** Data below follows **
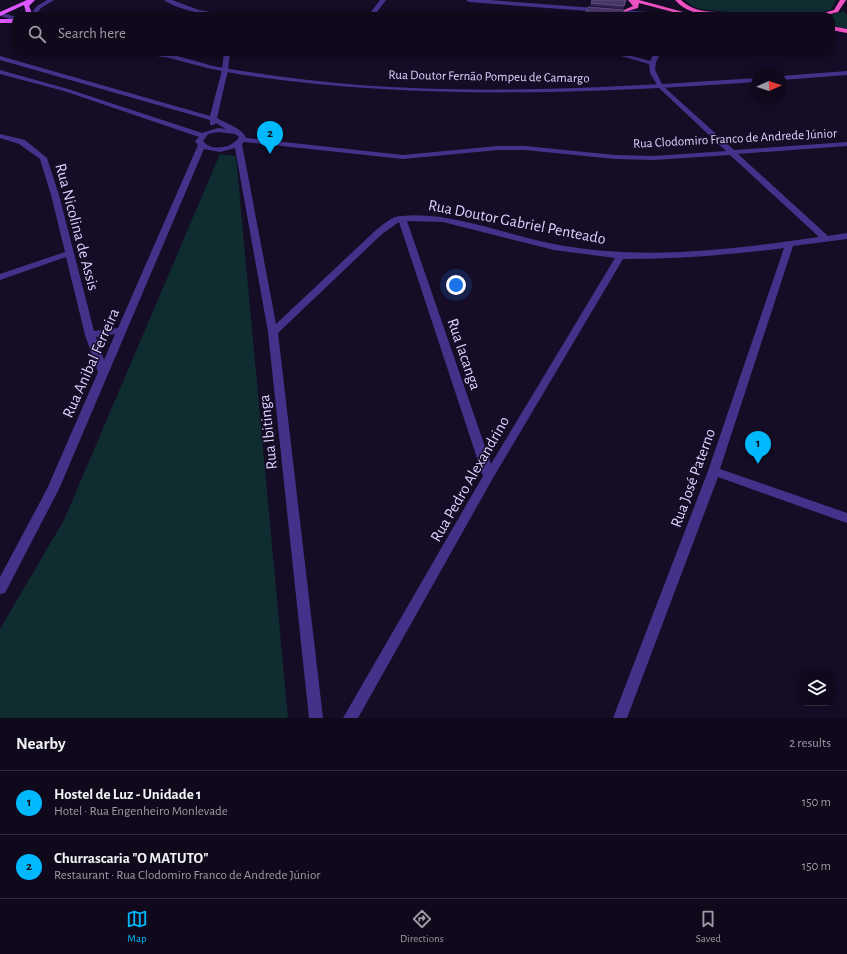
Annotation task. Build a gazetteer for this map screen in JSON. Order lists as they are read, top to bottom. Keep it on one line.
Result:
{"streets":{"street":["Rua Doutor Fernão Pompeu de Camargo","Rua Clodomiro Franco de Andrede Júnior","Rua Doutor Gabriel Penteado","Rua Nicolina de Assis","Rua Iacanga","Rua Anibal Ferreira","Rua Ibitinga","Rua José Paterno","Rua Pedro Alexandrino"]},"crossings":[["Rua Clodomiro Franco de Andrede Júnior","Rua Ibitinga"],["Rua Doutor Gabriel Penteado","Rua Iacanga"],["Rua Doutor Gabriel Penteado","Rua José Paterno"],["Rua Doutor Gabriel Penteado","Rua Pedro Alexandrino"],["Rua Nicolina de Assis","Rua Anibal Ferreira"],["Rua Iacanga","Rua Pedro Alexandrino"]],"north":"right","page":{"search":"Search here","pins":["2","1"],"heading":["Nearby","2 results"],"list":[{"mark":"1","name":"Hostel de Luz - Unidade 1","note":"Hotel · Rua Engenheiro Monlevade","value":"150 m"},{"mark":"2","name":"Churrascaria \"O MATUTO\"","note":"Restaurant · Rua Clodomiro Franco de Andrede Júnior","value":"150 m"}],"nav":["Map","Directions","Saved"]}}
** End of Data below **
[What to work on] Your answer should contain all the material above, written out exactly, and none of the pictures.

[Task output]
Annotation task. Build a gazetteer for this map screen in JSON. Order lists as they are read, top to bottom. Keep it on one line.
Result:
{"streets":{"street":["Rua Doutor Fernão Pompeu de Camargo","Rua Clodomiro Franco de Andrede Júnior","Rua Doutor Gabriel Penteado","Rua Nicolina de Assis","Rua Iacanga","Rua Anibal Ferreira","Rua Ibitinga","Rua José Paterno","Rua Pedro Alexandrino"]},"crossings":[["Rua Clodomiro Franco de Andrede Júnior","Rua Ibitinga"],["Rua Doutor Gabriel Penteado","Rua Iacanga"],["Rua Doutor Gabriel Penteado","Rua José Paterno"],["Rua Doutor Gabriel Penteado","Rua Pedro Alexandrino"],["Rua Nicolina de Assis","Rua Anibal Ferreira"],["Rua Iacanga","Rua Pedro Alexandrino"]],"north":"right","page":{"search":"Search here","pins":["2","1"],"heading":["Nearby","2 results"],"list":[{"mark":"1","name":"Hostel de Luz - Unidade 1","note":"Hotel · Rua Engenheiro Monlevade","value":"150 m"},{"mark":"2","name":"Churrascaria \"O MATUTO\"","note":"Restaurant · Rua Clodomiro Franco de Andrede Júnior","value":"150 m"}],"nav":["Map","Directions","Saved"]}}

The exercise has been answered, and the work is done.